В детстве Пугачева очень мешала мне жить – меня ею дразнили в любой компании, во дворе и на даче. Может, поэтому я ее не так много и слушала. Впрочем, остальную совэстраду я не слушала вообще.

Но вчера вечером мне было очень круто. Теперь я уже сутки придумываю себе разные дела – только бы не пришлось сесть за клавиатуру, превращать этот восторг и круть в ведческие формулы.
Все, что было в советском детстве, я похоронила и не навещаю. Мне туда не хочется. Но вот Кирилл Серебренников вынул весь этот стиль советского диско 70-х – не реанимировал, сдувая нафталин, а создал заново, эстетизировал и прописал в сегодняшнем дне. И я, вместе с залом, пританцовываю, хлопаю в такт, стучу ногами от восторга и визжу.

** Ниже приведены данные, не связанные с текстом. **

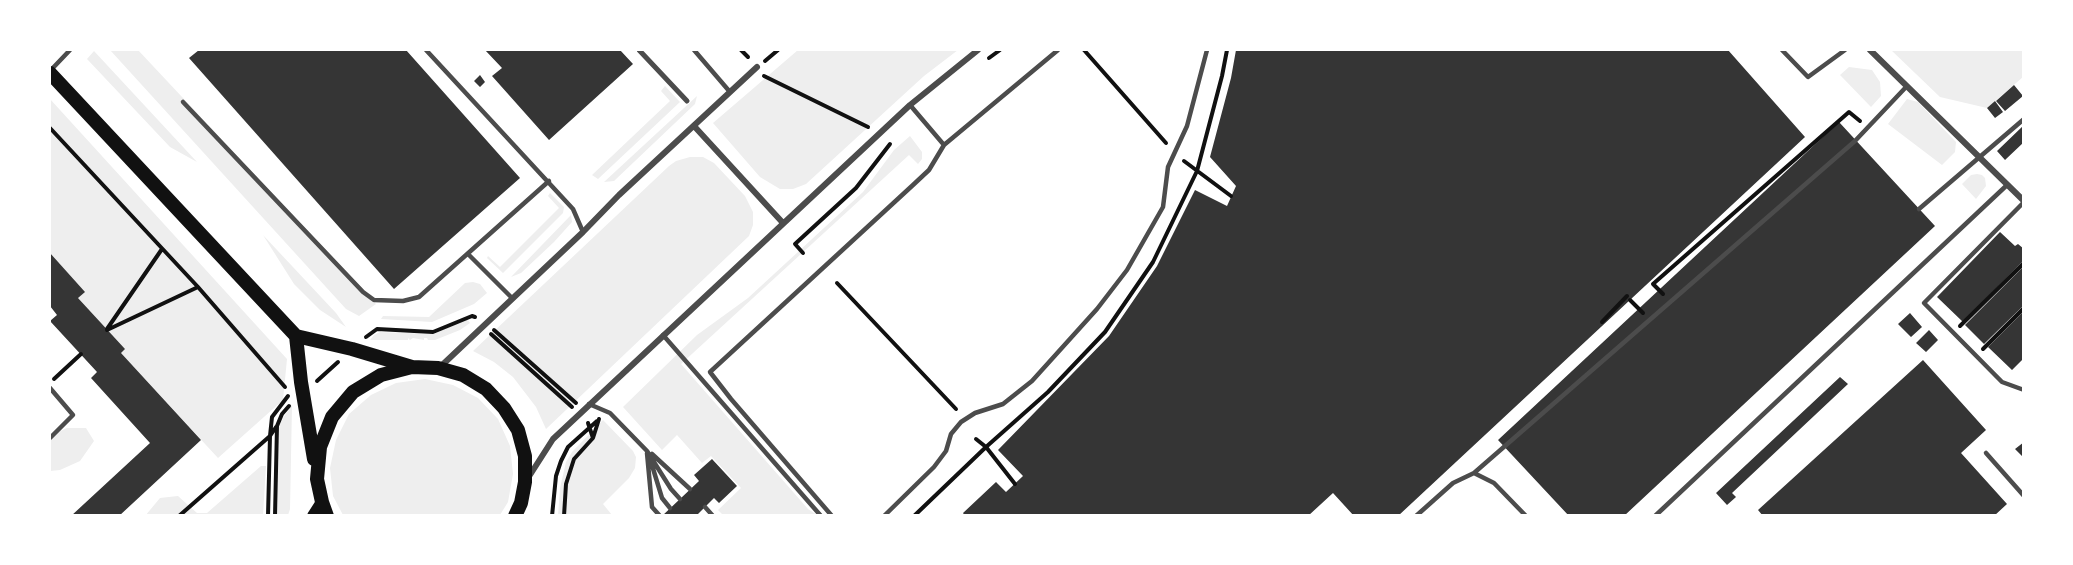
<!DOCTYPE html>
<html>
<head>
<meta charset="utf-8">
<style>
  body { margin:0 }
  #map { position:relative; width:2073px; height:565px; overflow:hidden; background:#fff; font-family:"Fira Sans",sans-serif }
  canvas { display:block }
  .frame { position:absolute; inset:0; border:51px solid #fff; pointer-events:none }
</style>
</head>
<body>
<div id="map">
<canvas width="2073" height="565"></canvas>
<div class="frame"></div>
</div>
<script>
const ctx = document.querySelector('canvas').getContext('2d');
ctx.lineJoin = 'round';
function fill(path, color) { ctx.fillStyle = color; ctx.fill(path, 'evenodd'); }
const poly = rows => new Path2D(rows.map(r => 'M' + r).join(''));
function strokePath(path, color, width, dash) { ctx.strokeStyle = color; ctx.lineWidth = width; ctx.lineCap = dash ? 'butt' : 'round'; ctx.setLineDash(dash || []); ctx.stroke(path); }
fill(poly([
  [110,50,138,50,376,304,359,316,346,309],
  [798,50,958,50,924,76,806,184,793,189,780,189,760,177,713,123],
  [1891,50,2023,50,2023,77,1987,108,1940,97],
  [94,51,197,162,170,147,87,59],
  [1849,67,1872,70,1880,82,1881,96,1871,107,1840,75],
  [665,86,680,102,598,179,592,175,670,101,661,91],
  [697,96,695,104,614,181,604,182],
  [50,99,287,359,283,400,218,458,121,353,125,349,78,298,84,292,50,253],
  [1907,99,1918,102,1956,142,1955,152,1942,165,1888,124],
  [910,136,922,152,922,159,918,164,909,155,681,364,808,509,817,515,723,515,718,510,741,488,711,456,702,463,677,435,662,450,623,407,697,335,748,298,863,192,894,150],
  [690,157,703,157,714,163,745,196,753,212,753,225,749,236,546,429,536,407,513,377,494,362,473,351,669,166,676,161],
  [1977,174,1982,175,1985,178,1986,186,1976,199,1962,184,1971,175],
  [550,193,564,207,563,213,503,273,487,258,488,256,500,267,559,208,548,196],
  [571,215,572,222,554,242,521,273,511,277],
  [263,235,336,313,346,327,320,310,294,284],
  [473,282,480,284,487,293,474,304,432,322,381,319,383,316,429,317,465,283],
  [467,319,470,323,460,330,435,340,428,340,427,338,424,338,424,340,413,338,410,340,408,338,408,340,370,340,374,335,380,332,434,334],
  [425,379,453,385,478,398,498,419,510,446,513,474,508,502,500,515,343,515,333,496,330,468,336,440,349,414,371,395,396,383],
  [292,405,290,509,288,515,277,516,279,427,283,418],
  [603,420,633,451,636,457,635,468,629,478,603,504,612,515,558,516,560,488,566,462,572,452],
  [67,428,86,428,94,441,80,461,60,470,50,471,50,438,52,435],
  [261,466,266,466,263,515,145,516,160,498,178,496,197,513,207,513]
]), '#eee');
fill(poly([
  [199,50,406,50,520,178,394,289,189,58],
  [485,50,620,50,633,64,549,140,492,76,502,68],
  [1236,50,1728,50,1805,137,1398,516,1354,516,1333,493,1308,516,965,516,963,513,996,482,1006,492,1023,476,998,450,1109,336,1157,266,1195,190,1227,206,1236,186,1210,157,1231,78],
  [480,75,485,82,480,87,474,81],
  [2014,85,2023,96,2005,111,1996,101],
  [1995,101,2003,112,1995,118,1987,108],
  [1839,122,1935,226,1624,516,1569,516,1498,440],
  [2024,125,2024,142,2005,160,1997,151],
  [2000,232,2015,246,2018,244,2024,249,2024,260,1963,322,1937,297],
  [50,253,85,292,78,298,125,349,121,353,201,440,119,516,71,516,150,443,91,378,97,372,50,321,57,315,50,306],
  [2024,266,2024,305,1984,344,1965,325],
  [2024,311,2024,358,2012,370,1988,347],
  [1910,313,1922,327,1911,337,1898,324],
  [1929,330,1938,340,1926,352,1916,343],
  [1923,360,1986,430,1961,453,2007,504,1994,516,1763,516,1758,510],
  [1840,377,1848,384,1732,493,1736,497,1727,505,1716,493],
  [2024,442,2024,458,2015,449],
  [712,459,737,486,719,503,714,498,696,516,662,516,699,481,694,475]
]), '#353535');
strokePath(poly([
  [741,50,748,57],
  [1084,50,1166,143],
  [989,58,1000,50],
  [765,61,778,50],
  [764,76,868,127],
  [50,128,198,287,285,387],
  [1184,161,1231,196],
  [803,253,795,244,856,188,890,144],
  [837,283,956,409],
  [1663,294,1653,284,1849,112,1860,121],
  [1630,300,1643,313],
  [1602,322,1627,296],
  [1960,326,2024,263],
  [107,329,162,249],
  [107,330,198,287],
  [494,330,576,403],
  [491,334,572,407],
  [366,337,377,329,433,332,472,316,475,317],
  [1983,349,2024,308],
  [54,379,81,354],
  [317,381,338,362],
  [593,438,599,419],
  [976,439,986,447,1015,484],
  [179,516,270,436,276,427],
  [268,516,270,436,272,417,288,396],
  [275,516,277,426,282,414,289,406],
  [552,516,556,476,561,461,568,447,597,421],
  [564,516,566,484,574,459,593,438,588,423],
  [914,516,986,447,1048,392,1105,332,1153,262,1197,171,1222,76,1227,50]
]), '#111', 4);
strokePath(poly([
  [426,50,573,209,583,232],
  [694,50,730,92],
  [1782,50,1808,77,1845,50],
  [50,71,70,50],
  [183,102,363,292,374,300,403,301,419,297,549,181],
  [910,105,944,145],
  [2024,202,1924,303,2002,382,2024,390],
  [1919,209,2024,119],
  [468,254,512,298],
  [663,335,821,516],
  [50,388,73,415,50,438],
  [589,404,610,413,647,451,671,489,680,499],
  [647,453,652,507,660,516],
  [1986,453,2024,496],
  [652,454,690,489],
  [651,462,662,498,670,508],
  [1474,473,1855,141,1907,86],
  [705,507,713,516],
  [832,516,731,399,710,372,913,185,929,170,944,145,1058,50],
  [884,516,934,467,946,451,951,434,961,422,975,413,1003,404,1032,381,1097,309,1127,270,1163,207,1168,167,1187,126,1207,50],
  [1416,516,1453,483,1474,473,1494,483,1526,516],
  [1655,516,2006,186]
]), '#4c4c4c', 4.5);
strokePath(poly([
  [639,50,687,101]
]), '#4c4c4c', 5);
strokePath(poly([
  [1870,50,2024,201],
  [694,126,783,223],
  [439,368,583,232,619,195,757,67],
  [528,478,553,439,910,105,978,50]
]), '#4c4c4c', 6);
strokePath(poly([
  [313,516,322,502]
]), '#111', 12);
strokePath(poly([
  [50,73,296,336,352,349,412,367],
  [296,336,301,382,314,459],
  [327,516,322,502,317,479,320,447,332,417,353,392,381,375,412,367,438,368,463,375,486,389,504,408,518,430,525,456,525,482,521,503,515,516]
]), '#111', 14);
</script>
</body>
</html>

– Дело не только в том, что каждая песня, перепетая по-новому – это уникальный актерский номер. Не в том, что Никита Кукушкин в голубом пиджаке с красными розами лезет по лестнице, вопя «Эй вы таммм, наверху!», Филипп Авдеев в костюме астронавта исполняет «Просто, вы говорите, в жизни все просто…», а Александр Горчилин в черно-белом хитоне сначала лиричен и тих, а потом превращает «Как тревожен этот путь» в огневой фолк; тут еще надо назвать Марию Селезневу («Лестница»), Ян Гэ («Я больше не ревную»), Рому Зверя («Надо же, надо же…») – да всех надо назвать, там не было слабых номеров! (Когда в рубрике «блиц» можно будет заливать видео – я такое вам тут залью)

– Не только в том, что на заднике, где три экрана, выгнутые как сфера, то кажутся одним сплошным, то распадаются на настоящее (лица актеров ГЦ) и прошлое – транслируют редчайшую хронику: от давних выступлений Пугачевой до брежневских парадов – ученик и соавтор Кирилла видеохудожник Илья Шагалов всегда виртуозен, на этот раз он перепрыгнул себя.

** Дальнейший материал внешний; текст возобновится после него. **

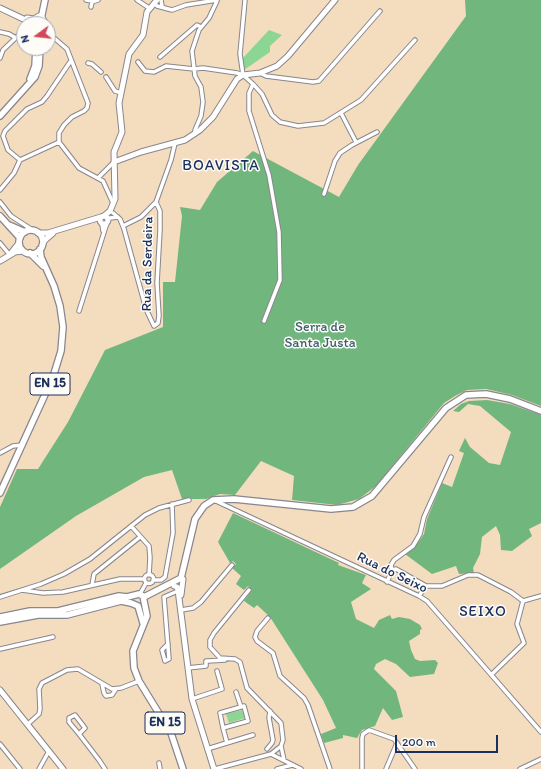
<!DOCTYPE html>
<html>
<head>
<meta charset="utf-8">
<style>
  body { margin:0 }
  #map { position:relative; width:541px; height:769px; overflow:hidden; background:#f4dcbf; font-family:Itim,sans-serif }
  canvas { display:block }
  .north { position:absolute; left:16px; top:16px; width:40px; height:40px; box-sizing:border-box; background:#fdfcf7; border:1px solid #a3aaba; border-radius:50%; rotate:255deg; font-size:11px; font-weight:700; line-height:16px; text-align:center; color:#1b2f5e }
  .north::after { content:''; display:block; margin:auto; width:14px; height:18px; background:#d1495b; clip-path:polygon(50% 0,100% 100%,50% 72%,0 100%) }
  .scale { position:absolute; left:395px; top:735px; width:103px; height:18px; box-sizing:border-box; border:2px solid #1b2f5e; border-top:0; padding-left:5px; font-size:12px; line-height:14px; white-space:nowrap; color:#1b2f5e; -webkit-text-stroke:3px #fdfcf7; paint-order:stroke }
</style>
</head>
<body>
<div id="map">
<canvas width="541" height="769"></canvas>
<div class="north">N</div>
<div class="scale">200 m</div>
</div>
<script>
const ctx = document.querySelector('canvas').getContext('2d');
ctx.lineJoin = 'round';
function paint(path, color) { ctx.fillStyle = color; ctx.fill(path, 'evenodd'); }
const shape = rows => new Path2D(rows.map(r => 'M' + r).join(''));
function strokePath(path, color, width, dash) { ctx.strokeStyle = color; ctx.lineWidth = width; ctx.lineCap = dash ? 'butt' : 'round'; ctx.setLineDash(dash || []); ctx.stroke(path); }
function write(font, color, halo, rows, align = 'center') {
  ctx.font = font + ' Itim,sans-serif'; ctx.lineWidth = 3; ctx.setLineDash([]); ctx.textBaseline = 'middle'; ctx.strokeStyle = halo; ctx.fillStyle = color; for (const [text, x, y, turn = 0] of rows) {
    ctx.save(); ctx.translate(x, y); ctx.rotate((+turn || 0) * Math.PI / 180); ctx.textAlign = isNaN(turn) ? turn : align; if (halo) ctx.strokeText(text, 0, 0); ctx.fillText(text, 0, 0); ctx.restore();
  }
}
const green = shape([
  [269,30,282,35,270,46,270,52,244,70,242,59],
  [242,710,245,718,229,723,226,714]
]);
const forest = shape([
  [465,0,541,0,541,406,512,395,486,389,467,390,455,396,444,403,376,486,359,499,337,505,292,500,294,476,261,461,235,495,220,494,206,499,182,499,172,470,144,477,76,516,0,569,0,507,17,469,38,469,68,422,105,350,163,327,163,282,175,282,182,216,180,207,200,210,217,182,253,151,339,197,358,165,466,16],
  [487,400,510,404,541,415,541,523,529,529,532,536,512,551,501,550,500,535,496,526,482,537,480,554,473,568,474,573,459,574,456,566,432,574,405,554,414,548,424,534,427,519,442,483,452,487,464,453,459,451,465,438,470,447,489,463,500,465,511,432,480,406,468,404,459,412,453,411,461,404,469,401],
  [233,513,339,563,338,565,366,575,362,583,371,589,351,602,356,619,374,628,379,620,390,615,392,619,399,617,410,619,420,625,422,629,420,630,420,634,409,641,411,650,415,659,420,661,435,660,438,663,434,674,410,677,396,664,385,659,376,664,374,669,396,691,403,717,392,720,383,708,375,726,362,730,357,738,343,735,343,738,324,743,321,734,336,728,323,700,270,617,257,605,254,608,244,601,252,590,248,586,244,590,236,584,241,576,232,568,236,564,233,561,230,563,218,542]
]);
const street = shape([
  [86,0,92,1],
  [137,0,149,8],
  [161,0,162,6],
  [154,3,157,6,172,10,186,5,217,0],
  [91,7,92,2,98,0],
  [42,16,47,24],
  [48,28,53,37,67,49,88,103,87,108,84,111,72,117,64,125,59,133,59,142,79,168,103,181,113,203],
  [0,32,9,34,16,38],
  [160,57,197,25,201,27],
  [0,58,3,50,24,30],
  [138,62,145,71,154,72,166,66,194,69,203,68,237,73,243,75,253,84,249,93,249,111,269,175,279,232,280,280,264,321],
  [88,63,92,64,101,72],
  [260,73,266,76,313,82,319,81,380,11],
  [243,75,240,54,245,0],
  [106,77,115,91,121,93],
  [253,84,262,94,272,115,280,122,298,126,324,123,361,100,415,40],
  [341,113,356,142],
  [195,134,195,130,201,116,203,102,201,87,195,76,192,51,199,30,209,18,217,1],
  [59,142,20,160,8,150,3,136,5,131,27,109,42,102,47,96,70,62],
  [98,178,114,162],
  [0,190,14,173,20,160],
  [324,194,335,161,340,153,352,145,377,132],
  [0,202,11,216,34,231],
  [113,213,120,219,124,229,146,309,154,326,158,323,159,316,157,283,160,230,160,211,156,202],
  [110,218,118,217],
  [102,224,103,231],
  [123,226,141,217,156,202,171,160,175,143],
  [0,243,9,254],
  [79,311,107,223],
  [0,453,13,446,22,445],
  [216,501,419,596,427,601,541,732],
  [131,526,149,546,150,558,149,575],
  [392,570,391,565,394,560,413,546,420,534,424,517,451,457],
  '144.5 579a4.5 4.5 0 1 1 9 0a4.5 4.5 0 1 1-9 0Z',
  [153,580,161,580,165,577,173,533,172,504],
  [387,582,392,570,396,569,426,586,419,596],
  [92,585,94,574,140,537],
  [426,586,442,586,468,575,478,575,511,592,523,601,541,596],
  [22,590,43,593,63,592,120,579,144,579],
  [140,594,146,583],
  [0,597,41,584,64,574,90,559,145,515,159,508,189,500],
  [181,610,193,608,201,602,232,565],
  [268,618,257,631,255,637,257,641,273,653,280,676,304,698,308,705,330,769],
  [168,644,162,650,165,661,169,659,164,597,180,590],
  [0,649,53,637],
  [188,668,206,666,206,661,208,661,225,660],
  [492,674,524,643,517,624,523,601],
  [102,684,104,693,106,696,112,695,116,689],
  [236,692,241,707],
  [192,699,222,689,217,671],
  [28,724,39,714,40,709,39,689,42,683,67,670,78,669,112,689,121,688,139,681],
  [223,728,248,721,244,706,220,713,223,728,227,743],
  [79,734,85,728,75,715,69,718,69,722,79,734,99,760,105,769],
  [0,744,20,769],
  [281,746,284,760],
  [207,749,253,735],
  [267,749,272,743,273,740,269,718,270,711],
  [271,754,301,769],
  [159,763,160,769],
  [39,769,49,751],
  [215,769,271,754,281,746,283,740,281,723,247,688,240,662,235,659,220,658,210,647,210,640,214,633,249,590],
  [277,769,292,765],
  [362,769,362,738,363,734,369,730,394,739,415,769],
  [386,769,397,743],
  [520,769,541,759]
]);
const secondary = shape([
  [0,8,34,24],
  [27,18,34,19,39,16],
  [114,162,141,152,185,140,200,130,213,117,237,79,243,75,260,73,277,66,288,56,335,0],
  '100 220a4 4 0 1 1 8 0a4 4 0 1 1-8 0Z',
  [104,216,110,211,115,199,114,152,122,132,119,103,129,54,143,35,147,12,157,0],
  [38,233,48,233,101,217],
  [42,245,45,240,53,233],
  [11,253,19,243],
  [0,261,15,252,23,251],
  [174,586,177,587,178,590,192,699,214,769],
  [181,595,183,579],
  [0,690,63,769]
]);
const primary = shape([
  [40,24,45,0],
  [30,79,35,66,36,48],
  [0,116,35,77,39,66,40,48],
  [0,216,20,238],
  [9,225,25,232],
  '19 242a12 12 0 1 1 24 0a12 12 0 1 1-24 0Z',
  [30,253,43,266],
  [0,493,53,377,61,351,63,327,60,306,54,286,41,257,40,249],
  [144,597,181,578,195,519,204,506,213,500,234,499,331,509,353,507,372,496,446,408,466,395,486,394,510,399,541,411],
  [138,606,143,623],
  [0,617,30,611,58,611,119,596,127,597,139,594,143,596,147,616,133,651,134,668,139,681,171,733,183,769],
  [0,622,38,615,67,615,121,601,131,603,138,606]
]);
const shields = [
  [50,384,40],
  [165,723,40]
];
const shieldNames = [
  ["EN 15",50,384],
  ["EN 15",165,723]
];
const streetNames = [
  ["Rua da Serdeira",148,264,-89],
  ["Rua do Seixo",392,573,26]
];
const parkNames = [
  ["Serra de",320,327],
  ["Santa Justa",320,343]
];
const neighbourhoodNames = [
  ["BOAVISTA",221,166],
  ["SEIXO",483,612]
];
paint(green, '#8cd693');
paint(forest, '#71b77d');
strokePath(street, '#88868e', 5.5);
strokePath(secondary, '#88868e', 7);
strokePath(primary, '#88868e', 8);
strokePath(street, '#fff', 3.5);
strokePath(secondary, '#fff', 5);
strokePath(primary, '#fff', 5.5);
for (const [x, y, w] of shields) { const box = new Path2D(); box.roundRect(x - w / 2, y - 11, w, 22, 3); ctx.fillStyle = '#fdfcf7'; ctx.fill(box); strokePath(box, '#1b2f5e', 1); }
write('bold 13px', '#1b2f5e', null, shieldNames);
write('14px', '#1b2f5e', '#fdfcf7', streetNames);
write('14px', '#3d616e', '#fdfcf7', parkNames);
ctx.letterSpacing = '1px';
write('15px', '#1b2f5e', '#fdfcf7', neighbourhoodNames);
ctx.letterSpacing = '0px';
</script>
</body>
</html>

– И даже не в том, что если обернуться, то в зале, сразу за десятым рядом, стоит режиссерский столик. За ним, рядом с Шагаловым, сидит сам КС и читает в микрофон текст: о Пугачевой охотно высказываются все, от Михаила Горбачева до Дианы Вишневой. Когда зрители смотрят на сцену, Кирилл думает, что его не видят, и подпевает в микрофон.

– Но и не в том, что в зале сидит Пугачева – худощавая, маленькая, как будто смущенная всей этой пышностью, но вдруг властным хриплым голосом подпевающая Рите Крон. «Иду я по канату, Сама себе кричу…» – поет Рита, и делает паузу. «Стоять!» – вопит ей Пугачева.

– И не в том, что великолепная Рита одета в блестящий а-ля пугачевский хитон, да тут вообще каждый костюм – это, простите, песня: один космичнее другого, все сшиты Кириллом. И вдруг понимаешь: вот это – это и есть советское барокко, красивое и трагичное.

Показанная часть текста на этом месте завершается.